Our original implementation of the BACnet stack for the BACnet-N2 Router did not include support for Multistate BACnet objects (MSI, MSO, and MSV data types). Instead, the BACnet-N2 Router published such data as analog objects, and it deferred to the BACnet client or application to interpret the data. Support for multistate objects is in the release about to enter field-testing. Included is the ability to specify the enumerations associated with these data types. Similarly, we did not originally include the ability to provide enumerations for binary data objects (BI, BO, and BV). That capability is also in this release.

Analog data objects (AI, AO, and AV) did not originally include the ability to specify the Engineering Units associated with these points. In this release, the Device Type Templates for all N2 devices and applications define the configured Engineering Units, the S4 Open Management Console provides the ability to edit these assignments, and the BACnet protocol enhanced to publish the information as point attributes.

One of the reasons for not previously including support for BACnet Multistate data objects was that the numeric value of many Metasys points did not cleanly map to BACnet Multistate objects. There needed to be a way to define, and maintain, the required data transformations. The concept of Smart Data Points, along with the introduction of virtual points, addresses this need in the upcoming release of the BACnet-N2 Router.

Virtual points are a new feature of emulated BACnet devices. They do not have a physical presence on the N2 bus. They can be of any data type and are independent of the published protocol. The domain of a virtual point is the device where it is defined. Therefore, if a virtual point is defined in a device type template, each assignment of that template to a device creates a new instance of the virtual point. Virtual points are containers for performing calculations and data transformations and can be published to BACnet just as we publish N2 points to BACnet. Each is assigned a unique BACnet instance number and all appropriate BACnet properties for its object type.

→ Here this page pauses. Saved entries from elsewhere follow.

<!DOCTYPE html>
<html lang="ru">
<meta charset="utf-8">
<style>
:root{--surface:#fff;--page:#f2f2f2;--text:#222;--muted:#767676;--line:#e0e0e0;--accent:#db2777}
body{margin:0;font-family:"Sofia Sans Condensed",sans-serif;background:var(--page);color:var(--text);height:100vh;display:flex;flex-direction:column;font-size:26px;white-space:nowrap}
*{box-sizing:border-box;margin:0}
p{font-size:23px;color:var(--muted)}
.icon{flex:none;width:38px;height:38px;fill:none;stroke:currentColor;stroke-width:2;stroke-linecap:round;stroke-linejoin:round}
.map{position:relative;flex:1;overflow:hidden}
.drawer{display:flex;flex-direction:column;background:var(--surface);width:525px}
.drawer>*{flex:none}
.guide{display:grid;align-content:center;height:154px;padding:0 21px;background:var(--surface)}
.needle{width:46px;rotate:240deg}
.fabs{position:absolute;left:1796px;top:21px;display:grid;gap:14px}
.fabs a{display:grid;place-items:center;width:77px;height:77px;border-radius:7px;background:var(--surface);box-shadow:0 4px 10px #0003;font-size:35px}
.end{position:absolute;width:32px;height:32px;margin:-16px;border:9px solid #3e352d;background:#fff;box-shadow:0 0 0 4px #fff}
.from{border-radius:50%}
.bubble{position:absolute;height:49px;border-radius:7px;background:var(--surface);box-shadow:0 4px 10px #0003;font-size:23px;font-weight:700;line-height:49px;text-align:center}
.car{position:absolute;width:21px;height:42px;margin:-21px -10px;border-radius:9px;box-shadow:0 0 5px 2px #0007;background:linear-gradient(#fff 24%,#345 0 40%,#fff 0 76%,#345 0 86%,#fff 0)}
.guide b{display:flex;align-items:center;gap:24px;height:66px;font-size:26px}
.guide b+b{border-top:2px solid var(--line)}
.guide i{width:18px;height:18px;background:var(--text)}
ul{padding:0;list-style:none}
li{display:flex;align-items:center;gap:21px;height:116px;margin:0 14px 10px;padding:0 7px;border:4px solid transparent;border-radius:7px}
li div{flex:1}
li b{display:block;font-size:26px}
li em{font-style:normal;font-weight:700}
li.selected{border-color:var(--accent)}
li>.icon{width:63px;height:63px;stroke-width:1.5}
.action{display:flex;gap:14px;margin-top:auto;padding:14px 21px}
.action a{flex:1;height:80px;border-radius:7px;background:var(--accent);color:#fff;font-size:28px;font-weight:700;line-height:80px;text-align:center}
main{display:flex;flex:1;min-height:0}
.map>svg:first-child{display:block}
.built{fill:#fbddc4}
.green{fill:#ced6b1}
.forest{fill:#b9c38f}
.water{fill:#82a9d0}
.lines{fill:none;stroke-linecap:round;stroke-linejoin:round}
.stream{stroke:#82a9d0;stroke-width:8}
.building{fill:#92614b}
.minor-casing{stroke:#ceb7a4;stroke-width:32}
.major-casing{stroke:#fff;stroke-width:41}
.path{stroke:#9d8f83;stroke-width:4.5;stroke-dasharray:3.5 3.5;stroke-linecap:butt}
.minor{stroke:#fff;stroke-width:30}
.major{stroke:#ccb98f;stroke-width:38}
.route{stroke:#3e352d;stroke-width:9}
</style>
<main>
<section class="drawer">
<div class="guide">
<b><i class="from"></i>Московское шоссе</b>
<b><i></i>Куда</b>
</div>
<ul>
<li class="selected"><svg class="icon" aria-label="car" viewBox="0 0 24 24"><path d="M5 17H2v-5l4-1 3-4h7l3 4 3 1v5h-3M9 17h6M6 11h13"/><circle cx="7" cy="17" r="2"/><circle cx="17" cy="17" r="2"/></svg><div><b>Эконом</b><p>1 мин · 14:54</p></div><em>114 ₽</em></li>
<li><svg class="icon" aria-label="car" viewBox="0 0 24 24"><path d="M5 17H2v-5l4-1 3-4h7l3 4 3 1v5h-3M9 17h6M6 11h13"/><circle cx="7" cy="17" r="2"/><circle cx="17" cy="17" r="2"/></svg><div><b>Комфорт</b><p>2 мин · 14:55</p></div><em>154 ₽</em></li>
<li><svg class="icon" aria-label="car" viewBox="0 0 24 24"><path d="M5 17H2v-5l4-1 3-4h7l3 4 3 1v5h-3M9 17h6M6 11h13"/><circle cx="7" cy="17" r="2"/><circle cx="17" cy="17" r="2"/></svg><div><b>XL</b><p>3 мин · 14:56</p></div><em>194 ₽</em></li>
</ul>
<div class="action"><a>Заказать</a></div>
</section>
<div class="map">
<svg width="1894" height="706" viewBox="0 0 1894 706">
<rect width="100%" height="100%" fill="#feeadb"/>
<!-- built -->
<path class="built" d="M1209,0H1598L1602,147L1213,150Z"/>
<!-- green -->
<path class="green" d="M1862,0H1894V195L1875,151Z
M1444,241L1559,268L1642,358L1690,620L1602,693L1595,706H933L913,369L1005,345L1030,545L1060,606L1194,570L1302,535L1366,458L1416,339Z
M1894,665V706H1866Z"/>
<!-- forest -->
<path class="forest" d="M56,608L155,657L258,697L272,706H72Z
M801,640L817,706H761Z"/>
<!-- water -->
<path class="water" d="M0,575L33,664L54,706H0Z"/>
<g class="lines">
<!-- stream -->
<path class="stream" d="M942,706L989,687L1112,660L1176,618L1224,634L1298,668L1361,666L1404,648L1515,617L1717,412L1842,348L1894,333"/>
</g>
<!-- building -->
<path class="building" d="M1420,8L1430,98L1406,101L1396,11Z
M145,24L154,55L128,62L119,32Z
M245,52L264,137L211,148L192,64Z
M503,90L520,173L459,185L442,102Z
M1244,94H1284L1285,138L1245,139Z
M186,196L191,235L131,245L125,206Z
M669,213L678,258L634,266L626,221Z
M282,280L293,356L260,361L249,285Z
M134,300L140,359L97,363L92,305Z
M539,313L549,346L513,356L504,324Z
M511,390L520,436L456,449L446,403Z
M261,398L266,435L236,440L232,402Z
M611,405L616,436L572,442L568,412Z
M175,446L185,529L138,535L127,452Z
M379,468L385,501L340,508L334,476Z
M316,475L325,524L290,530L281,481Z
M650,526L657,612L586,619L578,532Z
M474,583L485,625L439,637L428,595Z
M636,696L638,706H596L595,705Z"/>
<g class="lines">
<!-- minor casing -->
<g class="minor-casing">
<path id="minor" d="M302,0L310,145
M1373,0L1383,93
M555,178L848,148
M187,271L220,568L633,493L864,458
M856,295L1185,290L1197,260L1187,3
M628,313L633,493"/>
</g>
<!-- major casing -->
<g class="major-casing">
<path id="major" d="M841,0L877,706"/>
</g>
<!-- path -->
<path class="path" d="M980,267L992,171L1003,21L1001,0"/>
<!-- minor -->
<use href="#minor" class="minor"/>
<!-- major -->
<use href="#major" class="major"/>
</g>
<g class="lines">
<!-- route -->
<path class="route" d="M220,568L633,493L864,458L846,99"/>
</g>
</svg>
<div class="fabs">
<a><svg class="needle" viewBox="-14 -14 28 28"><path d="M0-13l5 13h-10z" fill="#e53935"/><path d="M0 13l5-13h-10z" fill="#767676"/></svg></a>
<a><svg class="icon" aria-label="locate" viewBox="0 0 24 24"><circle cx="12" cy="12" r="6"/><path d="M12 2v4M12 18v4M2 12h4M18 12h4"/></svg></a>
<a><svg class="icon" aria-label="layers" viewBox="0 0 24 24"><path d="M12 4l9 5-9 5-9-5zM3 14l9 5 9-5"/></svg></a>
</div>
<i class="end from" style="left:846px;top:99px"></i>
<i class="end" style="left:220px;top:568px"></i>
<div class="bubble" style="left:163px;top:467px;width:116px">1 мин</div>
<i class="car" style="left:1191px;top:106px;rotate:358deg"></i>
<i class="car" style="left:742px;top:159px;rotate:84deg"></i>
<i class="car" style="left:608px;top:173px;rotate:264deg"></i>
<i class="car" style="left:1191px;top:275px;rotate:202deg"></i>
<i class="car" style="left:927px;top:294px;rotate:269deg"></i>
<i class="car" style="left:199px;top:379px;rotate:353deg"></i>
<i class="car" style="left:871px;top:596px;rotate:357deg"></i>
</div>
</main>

Combine virtual points with JCBasic compatible scripts and the result is Smart Data Points. The scripts driving the data are triggered by reading or writing to the point. Data operations are confined to the emulated device itself, that is, references to real N2 points are restricted to the instance of points in the device containing the Smart Data Point. An example would be a Metasys® Multistate variable that has values 0, 1, 2, and 3. A script would shift these values by 1 to bring them in compliance with the valid data range for BACnet MSV data objects (positive integers) on read and write operations to the virtual point. Read operations would reference the underlying N2 point and make the appropriate adjustments. Write operations would make the inverse adjustment then write through to the underlying N2 point.

The next logical step is to include multiple Smart Data Points in one device type template. The result is a Smart Device that can be used to transform the operation of legacy N2 devices into BACnet-compliant devices using all the standard BACnet data objects.

Take this concept just a little bit farther and a Smart Device hosted by the BACnet-N2 Router can theoretically make a legacy Metasys VAV controller emulate the current generation BACnet compliant VAV controller of another manufacturer. The BACnet-N2 Router cannot change the application specific logic within a N2 device. But, it does have complete control over what is published to BACnet. Think of the possibilities!